Exercise: Throughout the entries below, report every line where "index" is found.

(Records contained in a dataset)

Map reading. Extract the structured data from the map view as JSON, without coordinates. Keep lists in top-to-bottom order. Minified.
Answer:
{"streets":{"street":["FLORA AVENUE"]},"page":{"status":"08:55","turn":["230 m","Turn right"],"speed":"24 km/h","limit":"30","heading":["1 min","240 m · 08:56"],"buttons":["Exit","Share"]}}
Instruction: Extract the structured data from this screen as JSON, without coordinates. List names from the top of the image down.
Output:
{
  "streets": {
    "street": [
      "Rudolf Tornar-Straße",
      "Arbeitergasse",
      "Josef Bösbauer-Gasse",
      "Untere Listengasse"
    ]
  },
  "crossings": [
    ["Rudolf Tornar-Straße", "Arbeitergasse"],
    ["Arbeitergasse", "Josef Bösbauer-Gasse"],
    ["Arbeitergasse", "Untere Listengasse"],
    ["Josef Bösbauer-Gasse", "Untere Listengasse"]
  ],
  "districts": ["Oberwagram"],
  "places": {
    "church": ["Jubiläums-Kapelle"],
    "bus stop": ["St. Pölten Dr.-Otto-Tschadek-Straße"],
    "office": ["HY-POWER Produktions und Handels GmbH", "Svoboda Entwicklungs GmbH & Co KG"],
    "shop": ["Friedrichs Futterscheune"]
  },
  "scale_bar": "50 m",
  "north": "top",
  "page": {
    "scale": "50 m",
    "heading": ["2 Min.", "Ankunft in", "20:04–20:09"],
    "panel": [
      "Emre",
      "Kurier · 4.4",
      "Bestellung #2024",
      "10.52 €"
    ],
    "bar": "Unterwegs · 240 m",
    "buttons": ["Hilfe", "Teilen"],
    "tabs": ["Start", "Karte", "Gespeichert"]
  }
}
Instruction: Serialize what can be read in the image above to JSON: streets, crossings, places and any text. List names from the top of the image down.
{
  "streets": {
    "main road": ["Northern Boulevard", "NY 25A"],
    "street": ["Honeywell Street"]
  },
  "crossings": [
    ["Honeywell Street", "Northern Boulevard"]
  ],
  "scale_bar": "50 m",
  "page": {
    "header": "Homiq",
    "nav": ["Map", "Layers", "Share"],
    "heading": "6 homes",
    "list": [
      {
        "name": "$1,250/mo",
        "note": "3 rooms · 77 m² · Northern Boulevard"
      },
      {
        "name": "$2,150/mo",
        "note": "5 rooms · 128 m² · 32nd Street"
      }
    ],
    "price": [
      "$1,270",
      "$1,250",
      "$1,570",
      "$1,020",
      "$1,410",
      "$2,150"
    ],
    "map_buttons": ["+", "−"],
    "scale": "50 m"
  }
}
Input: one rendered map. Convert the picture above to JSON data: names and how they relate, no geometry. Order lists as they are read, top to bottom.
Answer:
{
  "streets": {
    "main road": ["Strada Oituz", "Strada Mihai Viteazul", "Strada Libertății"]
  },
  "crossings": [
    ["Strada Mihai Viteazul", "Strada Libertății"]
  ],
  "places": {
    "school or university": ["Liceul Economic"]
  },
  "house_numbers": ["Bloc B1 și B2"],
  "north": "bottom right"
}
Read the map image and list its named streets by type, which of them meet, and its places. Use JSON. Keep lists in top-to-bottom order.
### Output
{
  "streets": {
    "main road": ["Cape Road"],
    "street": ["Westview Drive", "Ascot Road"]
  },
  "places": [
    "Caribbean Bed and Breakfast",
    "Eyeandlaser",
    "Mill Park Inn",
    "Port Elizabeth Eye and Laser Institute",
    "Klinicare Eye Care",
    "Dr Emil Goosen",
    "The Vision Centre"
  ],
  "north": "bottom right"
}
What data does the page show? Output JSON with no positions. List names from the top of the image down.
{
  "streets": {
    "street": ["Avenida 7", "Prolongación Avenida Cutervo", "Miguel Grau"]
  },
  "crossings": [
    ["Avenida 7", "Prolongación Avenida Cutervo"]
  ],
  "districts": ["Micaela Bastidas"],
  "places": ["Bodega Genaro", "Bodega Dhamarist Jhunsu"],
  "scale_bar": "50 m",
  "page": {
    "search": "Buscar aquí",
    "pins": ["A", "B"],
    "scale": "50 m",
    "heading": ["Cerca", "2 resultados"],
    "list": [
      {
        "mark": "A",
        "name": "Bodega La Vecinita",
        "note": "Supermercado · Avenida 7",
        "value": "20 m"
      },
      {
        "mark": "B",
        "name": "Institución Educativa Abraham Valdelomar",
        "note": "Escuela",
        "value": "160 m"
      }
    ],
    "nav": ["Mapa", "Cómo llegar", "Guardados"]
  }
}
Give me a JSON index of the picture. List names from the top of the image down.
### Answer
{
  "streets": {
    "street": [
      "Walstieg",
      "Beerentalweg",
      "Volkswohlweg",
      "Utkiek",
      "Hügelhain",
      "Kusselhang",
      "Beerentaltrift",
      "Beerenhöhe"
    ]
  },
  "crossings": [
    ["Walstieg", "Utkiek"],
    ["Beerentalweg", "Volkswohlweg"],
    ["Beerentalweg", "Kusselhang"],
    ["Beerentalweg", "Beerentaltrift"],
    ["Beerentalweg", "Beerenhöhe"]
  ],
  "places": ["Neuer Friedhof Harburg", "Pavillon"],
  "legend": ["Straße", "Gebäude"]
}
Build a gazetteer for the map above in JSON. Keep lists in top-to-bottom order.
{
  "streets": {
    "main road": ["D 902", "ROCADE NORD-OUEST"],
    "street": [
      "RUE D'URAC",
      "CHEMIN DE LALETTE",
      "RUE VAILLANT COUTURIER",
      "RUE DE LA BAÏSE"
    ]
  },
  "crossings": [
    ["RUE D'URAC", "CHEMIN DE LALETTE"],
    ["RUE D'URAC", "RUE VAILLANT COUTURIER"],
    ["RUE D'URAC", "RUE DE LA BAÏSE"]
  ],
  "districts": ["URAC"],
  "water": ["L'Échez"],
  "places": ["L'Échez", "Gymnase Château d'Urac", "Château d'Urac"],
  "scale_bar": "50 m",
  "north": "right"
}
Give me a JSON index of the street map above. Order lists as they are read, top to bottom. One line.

Answer:
Give me a JSON index of the picture. List names from the top of the image down.
Give me a JSON index of the street map above. Order lists as they are read, top to bottom. One line.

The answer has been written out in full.